Re: Import large data set into a table and resolve duplicates?

From: Francisco Olarte <folarte(at)peoplecall(dot)com>
To: Eugene Dzhurinsky <jdevelop(at)gmail(dot)com>
Cc: "pgsql-general(at)postgresql(dot)org" <pgsql-general(at)postgresql(dot)org>
Subject: Re: Import large data set into a table and resolve duplicates?
Date: 2015-02-16 13:01:51
Message-ID: CA+bJJbz5oxoq2GO62--ZpmrQc0cLaGQZgxnqUs7Wz4MydkgO0g@mail.gmail.com
Views: Raw Message | Whole Thread | Download mbox | Resend email
Thread:
Lists: pgsql-general

On Sun, Feb 15, 2015 at 7:11 PM, Eugene Dzhurinsky <jdevelop(at)gmail(dot)com>
wrote:

> On Sun, Feb 15, 2015 at 06:48:36PM +0100, Francisco Olarte wrote:
> > One thing that strikes me is you are either at the beginning of your
> usage
> > of this or you have A LOT of already present lines in the path ( I mean,
> > path has one fourth of the lines of dictionary ).
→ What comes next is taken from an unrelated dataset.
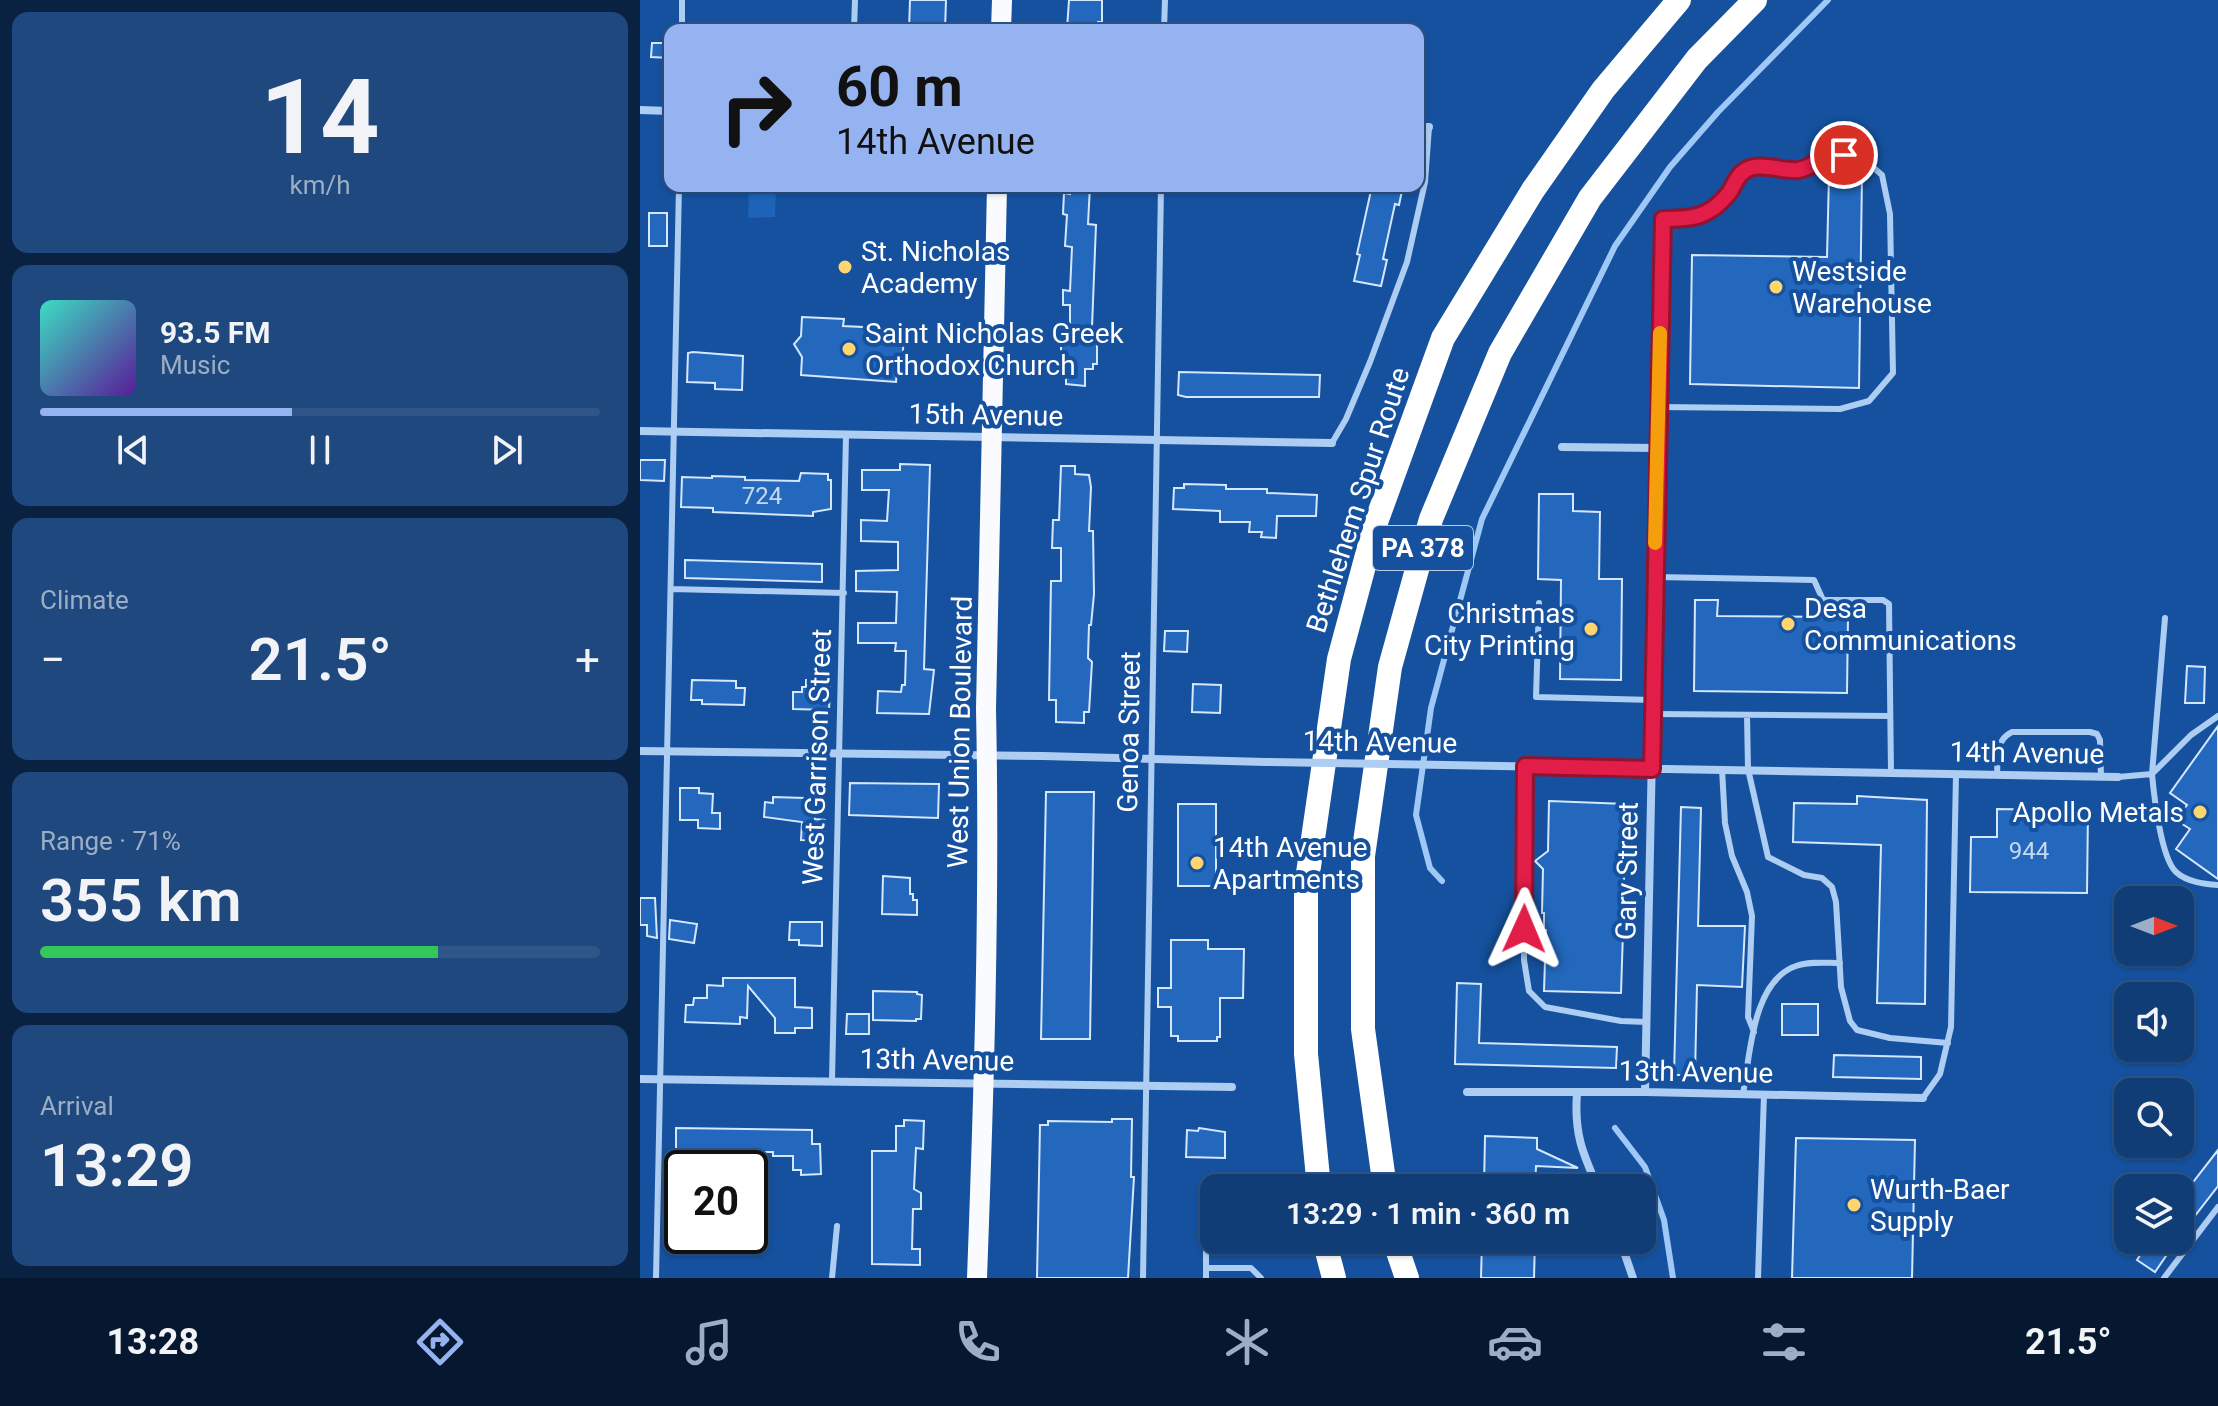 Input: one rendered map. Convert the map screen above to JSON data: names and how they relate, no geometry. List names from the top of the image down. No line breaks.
{"streets":{"highway":["Bethlehem Spur Route","PA 378"],"main road":["West Union Boulevard"],"street":["15th Avenue","14th Avenue","Gary Street","13th Avenue"],"lane":["Genoa Street","West Garrison Street"]},"crossings":[["15th Avenue","West Union Boulevard"],["15th Avenue","Genoa Street"],["15th Avenue","West Garrison Street"],["West Union Boulevard","14th Avenue"],["West Union Boulevard","13th Avenue"],["Genoa Street","14th Avenue"],["Genoa Street","13th Avenue"],["14th Avenue","West Garrison Street"],["14th Avenue","Gary Street"],["West Garrison Street","13th Avenue"],["Gary Street","13th Avenue"]],"places":["St. Nicholas Academy","Westside Warehouse","Saint Nicholas Greek Orthodox Church","Desa Communications","Christmas City Printing","Apollo Metals","14th Avenue Apartments","Wurth-Baer Supply"],"house_numbers":["724","944"],"north":"right","page":{"tile":[["14","km/h"],"Climate",["Range · 71%","355 km"],["Arrival","13:29"]],"turn":["60 m","14th Avenue"],"song":["93.5 FM","Music"],"heat":["−","21.5°","+"],"limit":"20","trip":"13:29 · 1 min · 360 m","tabs":["13:28","21.5°"]}}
Which is the case?
>
> Right now I'm on the very beginning stage, yes, and I expect to have "cache
> miss" for the dictionary at ratio of at least 70%, which eventually will
> drop
> down to 5-10%.
>

​Well, that gives one important data point ( the other being the expected
median/average size of your series entries ).

And this means the size of the problem is completely different, so the
solutions should be too. I mean, at a 70% hit rate with a 50k lines patch
you are expecting 35k insertions, and you even expect to have 2k5 / 5k
insertions when it drops. Not knowing any other num​ber, I'll urge you to
DISCARD any of my propossed solutions ( i.e, if you have 20 runs at 35k
followed by 100 runs at 5k you will end up with a
200+20*35+100*5=200+700+500=1400k rows table receiving 5k updates from a
50k file, which is a completely different problem than the original. Not
having any expected problem size, I will not propose any more.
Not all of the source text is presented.